Due to the number of parameters and computing time required to make the random testing reasonable, this bit of the evaluation is less conclusive than I was hoping it would be. Nonetheless, the infrastructure is all there. probabril/ generates a program, xbrili, and then many instances of brili --noprint --envdump, doing a $\chi^2$ test on the resulting output frequencies of environment variables.

Here is a sample output of 10 random programs, with 100 samples. The first number is the $\chi^2$ statistic, then the $p$-value, and then the expected and observed frequencies.

chi2 0.36 p 0.5485 	 (50, 50) (47, 53)
chi2 4.0 p 0.26146 	 (25, 25, 25, 25) (20, 20, 30, 30)
chi2 0.0 p nan 	 (100,) (100,)
chi2 1.20 p 0.7530	 (25, 25, 25, 25) (23, 26, 22, 29)
chi2 3.52 p 0.3181 	 (25, 25, 25, 25) (21, 23, 23, 33)
chi2 0.64 p 0.4237 	 (50, 50) (54, 46)
chi2 0.24 p 0.970 	 (25, 25, 25, 25) (23, 26, 26, 25)
chi2 0.64 p 0.423 	 (50, 50) (46, 54)
chi2 4.88 p 0.180 	 (25, 25, 25, 25) (19, 34, 23, 24)
chi2 18.6 p 0.0092 	 (12, 12, 12, 12, 12, 12, 12, 12) (4, 14, 19, 8, 9, 13, 12, 21)
chi2 1.96 p 0.1615 	 (50, 50) (57, 43)
chi2 2.72 p 0.2564 	 (50, 24, 24) (53, 29, 18)

random programs that could not be executed by xbrili due to undefined variables: 3

Low $p$-values are bad, because they suggest that the expected distribution is different from the observed one. However, when this happens there are a few explanations for this---not only are the sample sizes very low, but also I had to set a very aggressive timeout for the interpreter to avoid the numerous infinite loops, which results in a count of zero for some programs which may have terminated.

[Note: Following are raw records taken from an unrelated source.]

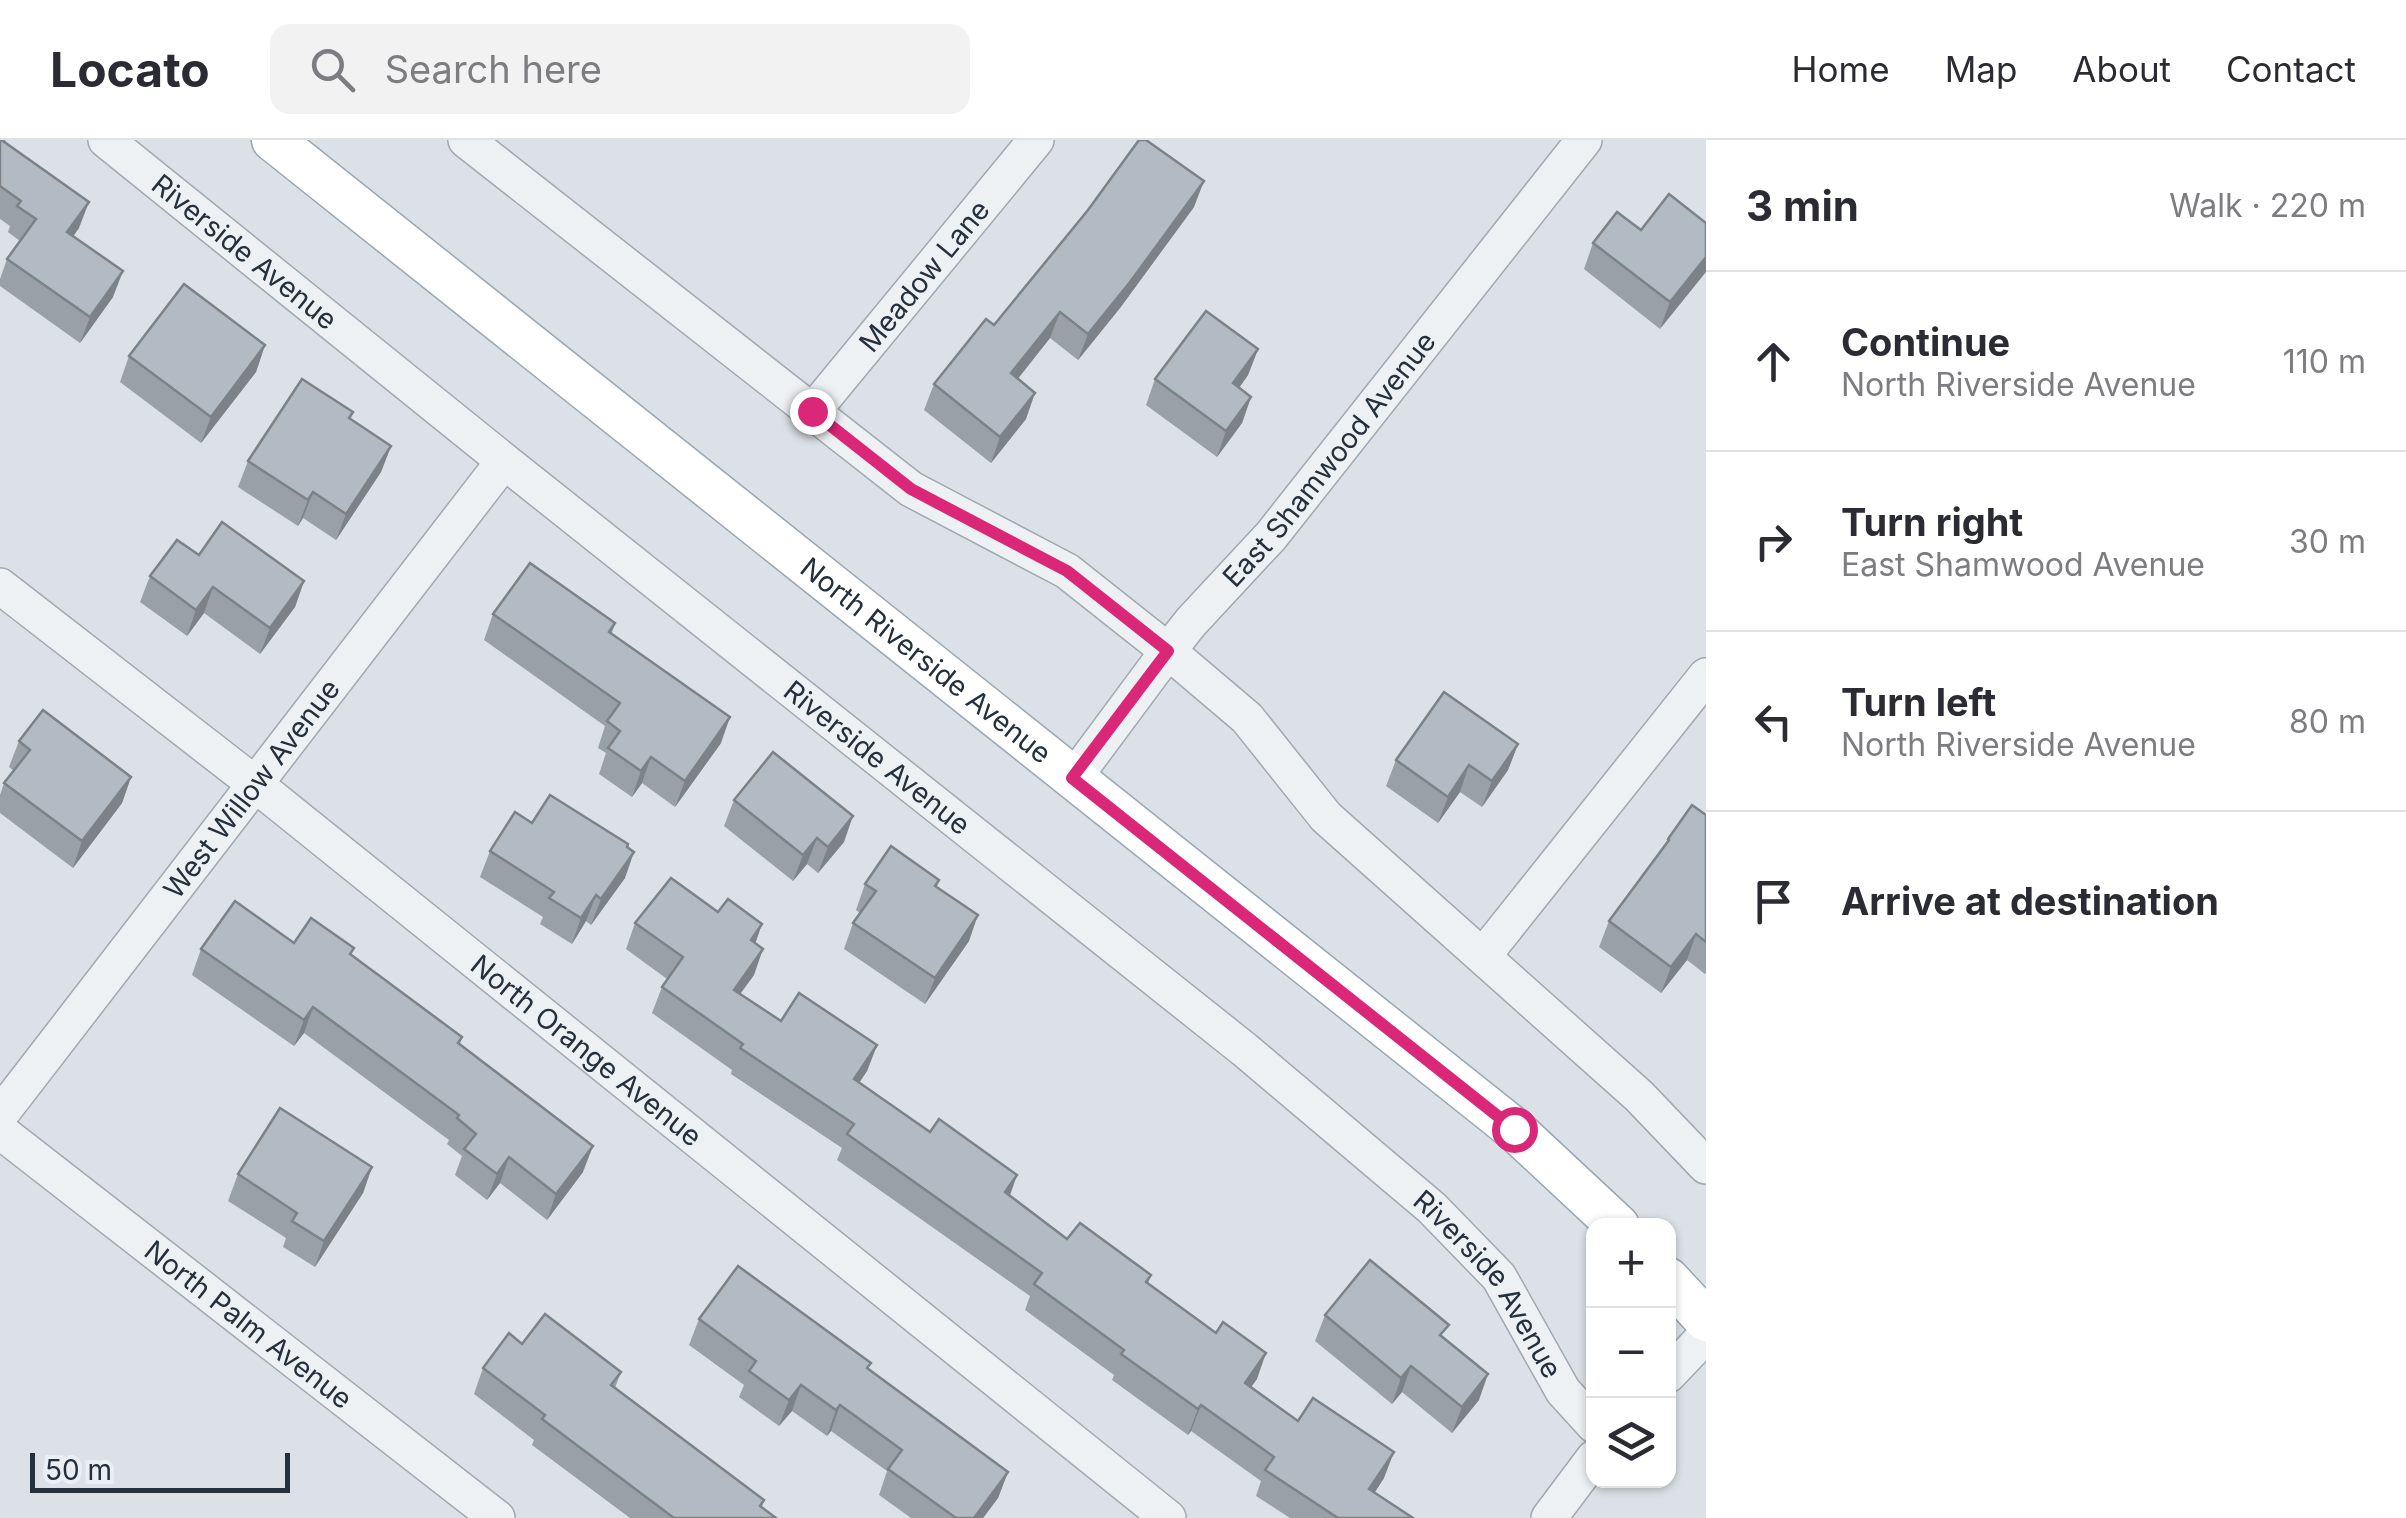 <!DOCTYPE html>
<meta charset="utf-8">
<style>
body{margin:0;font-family:Inter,sans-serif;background:#f2f2f3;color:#2b2b33}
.controls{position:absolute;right:30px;bottom:30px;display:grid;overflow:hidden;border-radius:20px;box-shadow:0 2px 8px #0004}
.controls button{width:90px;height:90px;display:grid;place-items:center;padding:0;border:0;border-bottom:2px solid #e1e1e2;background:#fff;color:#2b2b33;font:50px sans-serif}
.scale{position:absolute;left:30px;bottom:25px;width:260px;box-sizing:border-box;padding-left:10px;border:5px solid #25303d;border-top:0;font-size:28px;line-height:35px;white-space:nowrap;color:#25303d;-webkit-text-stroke:8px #eaeff4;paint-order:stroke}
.stop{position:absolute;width:30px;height:30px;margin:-22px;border:8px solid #db2777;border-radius:50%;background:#fff}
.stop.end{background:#db2777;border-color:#fff;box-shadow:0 2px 10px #0008}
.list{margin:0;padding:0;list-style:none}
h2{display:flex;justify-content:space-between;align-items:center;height:130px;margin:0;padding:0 40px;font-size:42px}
h2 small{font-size:32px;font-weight:400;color:#7c7c81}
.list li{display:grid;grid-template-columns:65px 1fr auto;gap:30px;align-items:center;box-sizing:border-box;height:180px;padding:0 40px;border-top:2px solid #e1e1e2}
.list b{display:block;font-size:38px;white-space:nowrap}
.list p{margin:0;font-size:32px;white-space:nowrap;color:#7c7c81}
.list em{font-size:32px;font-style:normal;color:#7c7c81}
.icon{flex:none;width:55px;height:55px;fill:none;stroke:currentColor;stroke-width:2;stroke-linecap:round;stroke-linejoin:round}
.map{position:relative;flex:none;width:1706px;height:1378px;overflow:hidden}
header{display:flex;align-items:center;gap:60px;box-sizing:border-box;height:140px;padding:0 50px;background:#fff;border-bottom:2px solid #e1e1e2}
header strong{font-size:48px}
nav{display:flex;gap:55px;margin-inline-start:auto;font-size:35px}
.search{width:700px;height:90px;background:#f2f2f3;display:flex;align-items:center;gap:25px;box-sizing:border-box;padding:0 35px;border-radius:20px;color:#7c7c81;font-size:38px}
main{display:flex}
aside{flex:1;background:#fff}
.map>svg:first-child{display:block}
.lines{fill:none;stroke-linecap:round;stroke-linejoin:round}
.minor-casing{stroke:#a1a8b0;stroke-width:38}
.major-casing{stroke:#9aa6b2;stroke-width:45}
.minor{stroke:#eef1f4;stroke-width:35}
.major{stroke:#fff;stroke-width:42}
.wall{fill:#99a0a8}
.shaded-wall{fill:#7d8288}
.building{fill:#b2bac3;stroke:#7d8288;stroke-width:2.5}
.route{stroke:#db2777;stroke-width:12}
.labels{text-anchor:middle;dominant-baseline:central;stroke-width:9;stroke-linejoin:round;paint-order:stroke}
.street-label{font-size:28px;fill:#25303d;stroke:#eaeff4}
</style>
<header>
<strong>Locato</strong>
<div class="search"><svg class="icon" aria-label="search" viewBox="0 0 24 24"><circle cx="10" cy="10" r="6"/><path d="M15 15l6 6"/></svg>Search here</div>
<nav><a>Home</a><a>Map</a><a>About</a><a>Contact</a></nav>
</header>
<main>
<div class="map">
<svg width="1706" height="1378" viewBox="0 0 1706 1378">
<rect width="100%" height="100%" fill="#dbe1e6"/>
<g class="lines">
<defs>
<g id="minor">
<path id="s1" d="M106,0L504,321L1245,910L1432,1068L1499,1137L1563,1251L1594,1285"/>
<polyline points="466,0 911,349 1067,431 1168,511 1247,578 1326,677 1639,956 1706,1026"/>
<path id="s2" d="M813,271L1036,0"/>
<path id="s3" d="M0,446L255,644L1168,1378"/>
<path id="s4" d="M1073,639L1168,511L1191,482L1271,396L1584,0"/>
<polyline points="1483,816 1706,536"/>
<path id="s5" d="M0,975L504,321"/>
<path id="s6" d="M0,991L497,1378"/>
<polyline points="1668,1235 1706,1195"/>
<polyline points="1549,1378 1594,1318"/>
</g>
<g id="major">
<path id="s7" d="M273,0L1514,989L1618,1086"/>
<polyline points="1668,1139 1706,1180"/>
</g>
</defs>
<!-- minor casing -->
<use href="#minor" class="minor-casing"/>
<!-- major casing -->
<use href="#major" class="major-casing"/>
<!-- minor -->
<use href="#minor" class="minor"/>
<!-- major -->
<use href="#major" class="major"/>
</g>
<!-- wall -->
<g class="wall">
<polygon points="0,0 4,0 4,2 79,88 73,96 113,157 80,203 0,146 0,139 7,119 20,101 8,92 10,86 0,79"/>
<polygon points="1194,67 1120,168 1078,220 1050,198 1018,238 1026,279 991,323 924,270 934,244 994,185"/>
<polygon points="1706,83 1660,189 1584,129 1593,103 1641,90"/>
<polygon points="265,205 256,232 201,303 120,242 129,216"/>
<polygon points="1258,209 1248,235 1239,248 1251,257 1242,283 1217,317 1146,265 1155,239"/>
<polygon points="353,272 350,280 391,306 381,332 336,400 303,378 298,386 238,347 248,321"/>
<polygon points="199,415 304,441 295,467 260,514 204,473 187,496 140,462 150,436"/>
<polygon points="493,474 615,483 612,493 721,603 675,667 642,643 632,657 599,634 606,613 598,608 605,586 484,500"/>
<polygon points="19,601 131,637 122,663 73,728 0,673 0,655 4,643 14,631 9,627"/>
<polygon points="1518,604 1508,630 1482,667 1460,652 1438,683 1386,646 1396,620"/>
<polygon points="734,660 844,702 818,733 807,724 793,741 724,686"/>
<polygon points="1706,675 1706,833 1705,834 1687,820 1661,853 1599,807 1609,781 1665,706 1668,699"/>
<polygon points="532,683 627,707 625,738 591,785 586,781 572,804 540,784 543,777 480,737 490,711"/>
<polygon points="939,740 937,747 969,801 925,864 844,809 853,783 860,773 856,770 865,744"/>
<polygon points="718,772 755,803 754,835 740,854 781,881 877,905 867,931 859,943 1067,1099 1151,1135 1148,1144 1257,1239 1251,1247 1298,1281 1384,1338 1375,1352 1413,1378 1290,1378 1256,1356 1261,1341 1191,1291 1188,1295 1112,1240 1114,1235 1025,1170 1030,1156 837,1020 842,1008 731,934 732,930 652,873 662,847 667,839 626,809 635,783"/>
<polygon points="294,803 354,808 351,815 462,897 460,904 583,1032 547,1080 500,1043 487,1060 455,1035 462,1016 447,1004 449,1000 304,893 294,906 192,835 201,809"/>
<polygon points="372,1027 363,1053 315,1127 283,1107 286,1098 228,1061 238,1034"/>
<polygon points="1325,1175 1445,1199 1479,1260 1452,1293 1402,1252 1392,1264 1315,1201"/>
<polygon points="699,1179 871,1223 868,1229 1008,1332 998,1358 983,1378 911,1378 879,1355 887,1331 831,1291 827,1296 792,1271 779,1286 739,1257 744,1245 689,1205"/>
<polygon points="522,1204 621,1232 615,1248 764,1360 762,1367 776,1378 630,1378 532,1305 534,1300 474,1254 483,1228"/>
</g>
<!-- shaded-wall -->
<g class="shaded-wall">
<polygon points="1204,41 1194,67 1120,168 1078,220 1088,194"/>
<polygon points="89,62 79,88 58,118 67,92"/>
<polygon points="1706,117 1706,132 1660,189 1670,162"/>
<polygon points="123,131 113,157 80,203 90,177"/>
<polygon points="1060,172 1050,198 1002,259 1011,233"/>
<polygon points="265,205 256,232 201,303 211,277"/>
<polygon points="1258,209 1248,235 1224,269 1233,243"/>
<polygon points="1035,253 1026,279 991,323 1000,297"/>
<polygon points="1251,257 1242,283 1217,317 1226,291"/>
<polygon points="391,306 381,332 336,400 346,374"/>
<polygon points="313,352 303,378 298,386 308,360"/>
<polygon points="304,441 295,467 260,514 270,488"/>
<polygon points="213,447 204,473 187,496 196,470"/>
<polygon points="730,577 721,603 675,667 685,641"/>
<polygon points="1518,604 1508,630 1482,667 1492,641"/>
<polygon points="651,617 642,643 632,657 641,631"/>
<polygon points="1469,625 1460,652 1438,683 1448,657"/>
<polygon points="131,637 122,663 73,728 82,701"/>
<polygon points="853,676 844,702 818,733 828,707"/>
<polygon points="817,698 807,724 793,741 803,715"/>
<polygon points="634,712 625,738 591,785 601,759"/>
<polygon points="596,755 586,781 572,804 581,778"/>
<polygon points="978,775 969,801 925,864 935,838"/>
<polygon points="762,784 753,810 751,800"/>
<polygon points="1696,794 1687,820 1661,853 1671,827"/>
<polygon points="763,809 754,835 724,876 734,850"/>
<polygon points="313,867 304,893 294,906 304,880"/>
<polygon points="877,905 867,931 844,965 854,939"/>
<polygon points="593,1006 583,1032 547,1080 556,1054"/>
<polygon points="509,1017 500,1043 487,1060 497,1034"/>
<polygon points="372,1027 363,1053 315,1127 324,1101"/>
<polygon points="1017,1035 1008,1061 1005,1052"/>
<polygon points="1266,1213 1257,1239 1235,1269 1245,1243"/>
<polygon points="1411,1226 1402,1252 1392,1264 1401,1238"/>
<polygon points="1488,1234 1479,1260 1452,1293 1462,1267"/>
<polygon points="801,1245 792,1271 779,1286 789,1260"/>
<polygon points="840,1265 831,1291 827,1296 836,1270"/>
<polygon points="1201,1265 1191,1291 1188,1295 1198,1269"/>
<polygon points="1394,1312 1384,1338 1360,1375 1369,1349"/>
<polygon points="1008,1332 998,1358 983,1378 974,1378"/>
</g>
<!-- building -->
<g class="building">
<polygon points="0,0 4,0 3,1 89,62 67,92 123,131 90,177 7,119 36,79 17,66 21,61 0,46"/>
<polygon points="1139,0 1146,0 1204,41 1130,142 1088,194 1060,172 1011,233 1035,253 1000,297 934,244 986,179 994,185 1088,70"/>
<polygon points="1669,54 1706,83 1706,117 1670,162 1593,103 1617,72 1641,90"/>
<polygon points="184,144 265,205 211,277 129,216"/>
<polygon points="1206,171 1258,209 1233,243 1251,257 1226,291 1155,239"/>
<polygon points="302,239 353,272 349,278 391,306 346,374 313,352 308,360 248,321"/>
<polygon points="222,382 304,441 270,488 213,447 196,470 150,436 177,400 199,415"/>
<polygon points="530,423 615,483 609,492 730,577 685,641 651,617 641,631 608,608 620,591 607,581 620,563 493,474"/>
<polygon points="1444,552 1518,604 1492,641 1469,625 1448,657 1396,620"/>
<polygon points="43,570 131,637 82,701 4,643 30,610 19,601"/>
<polygon points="773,612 853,676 828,707 817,698 803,715 734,660"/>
<polygon points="550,655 628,704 627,707 634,712 601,759 596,755 581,778 549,758 554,752 490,711 515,672 532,683"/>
<polygon points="1692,665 1706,675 1706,802 1696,794 1671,827 1609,781 1669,700 1668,699"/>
<polygon points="891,706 939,740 935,746 978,775 935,838 853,783 876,751 865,744"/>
<polygon points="671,738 718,772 728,759 762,784 751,800 763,809 734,850 781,881 799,853 877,905 854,939 930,992 939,979 1017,1035 1005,1052 1067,1099 1080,1083 1151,1135 1146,1142 1216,1193 1223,1182 1266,1213 1245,1243 1298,1281 1313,1258 1394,1312 1369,1349 1413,1378 1338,1378 1265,1330 1274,1317 1201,1265 1198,1269 1121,1214 1124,1210 1034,1144 1042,1133 847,994 854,984 740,908 743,904 662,847 683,817 635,783"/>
<polygon points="235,761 294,803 311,778 354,808 350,814 462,897 458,903 593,1006 556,1054 509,1017 497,1034 464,1009 476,994 457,978 459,975 313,867 304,880 201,809"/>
<polygon points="280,968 372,1027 324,1101 292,1081 297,1073 238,1034"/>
<polygon points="1370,1120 1449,1185 1440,1195 1488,1234 1462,1267 1411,1226 1401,1238 1325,1175"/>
<polygon points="738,1126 871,1223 867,1228 1008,1332 974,1378 956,1378 888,1329 902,1310 840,1265 836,1270 801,1245 789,1260 749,1231 756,1221 699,1179"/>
<polygon points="545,1174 621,1232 611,1245 764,1360 760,1366 776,1378 674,1378 542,1279 545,1275 483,1228 509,1193 522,1204"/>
</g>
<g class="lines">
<!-- route -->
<polyline class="route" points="812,271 911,349 1067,431 1168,511 1072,638 1514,989"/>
</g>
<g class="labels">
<!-- street labels -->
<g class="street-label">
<text stroke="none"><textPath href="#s1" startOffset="178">Riverside Avenue</textPath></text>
<text stroke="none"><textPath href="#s2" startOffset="175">Meadow Lane</textPath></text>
<text stroke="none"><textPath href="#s4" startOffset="410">East Shamwood Avenue</textPath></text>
<text stroke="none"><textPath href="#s7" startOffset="835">North Riverside Avenue</textPath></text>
<text stroke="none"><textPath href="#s1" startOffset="988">Riverside Avenue</textPath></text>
<text stroke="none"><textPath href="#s5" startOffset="412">West Willow Avenue</textPath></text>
<text stroke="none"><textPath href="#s3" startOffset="748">North Orange Avenue</textPath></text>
<text stroke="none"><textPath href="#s1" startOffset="1798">Riverside Avenue</textPath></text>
<text stroke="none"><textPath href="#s6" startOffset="315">North Palm Avenue</textPath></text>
</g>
</g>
</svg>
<div class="controls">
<button>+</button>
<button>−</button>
<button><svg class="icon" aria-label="layers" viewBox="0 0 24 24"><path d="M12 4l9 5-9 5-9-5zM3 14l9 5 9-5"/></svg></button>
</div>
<div class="scale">50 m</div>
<div class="stop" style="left:1514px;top:989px"></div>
<div class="stop end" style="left:812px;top:271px"></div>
</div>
<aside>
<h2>3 min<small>Walk · 220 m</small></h2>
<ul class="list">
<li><svg class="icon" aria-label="ahead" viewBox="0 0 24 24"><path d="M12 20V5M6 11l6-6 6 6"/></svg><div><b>Continue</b><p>North Riverside Avenue</p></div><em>110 m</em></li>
<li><svg class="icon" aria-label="right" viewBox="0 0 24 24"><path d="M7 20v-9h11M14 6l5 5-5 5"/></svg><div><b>Turn right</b><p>East Shamwood Avenue</p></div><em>30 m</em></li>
<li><svg class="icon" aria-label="left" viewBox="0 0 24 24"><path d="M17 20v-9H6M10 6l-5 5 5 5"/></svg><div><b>Turn left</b><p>North Riverside Avenue</p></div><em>80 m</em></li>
<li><svg class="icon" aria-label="arrive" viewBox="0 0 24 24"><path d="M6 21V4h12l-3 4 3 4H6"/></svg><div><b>Arrive at destination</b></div></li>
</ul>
</aside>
</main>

Nonetheless, one can see that the expected frequencies mirror the expected ones. One might worry that this sample does not include many interesting programs with control flow that generates things with more than powers of two---and this is largely true, but every once in a while it does happen, and anecdotally xbrili still gets them right.


This can also be seen as the analog of freeing all heap variables at once, but for the stack, or the creation of a new stack frame (where the old one doesn't need to be saved due to tail recursion).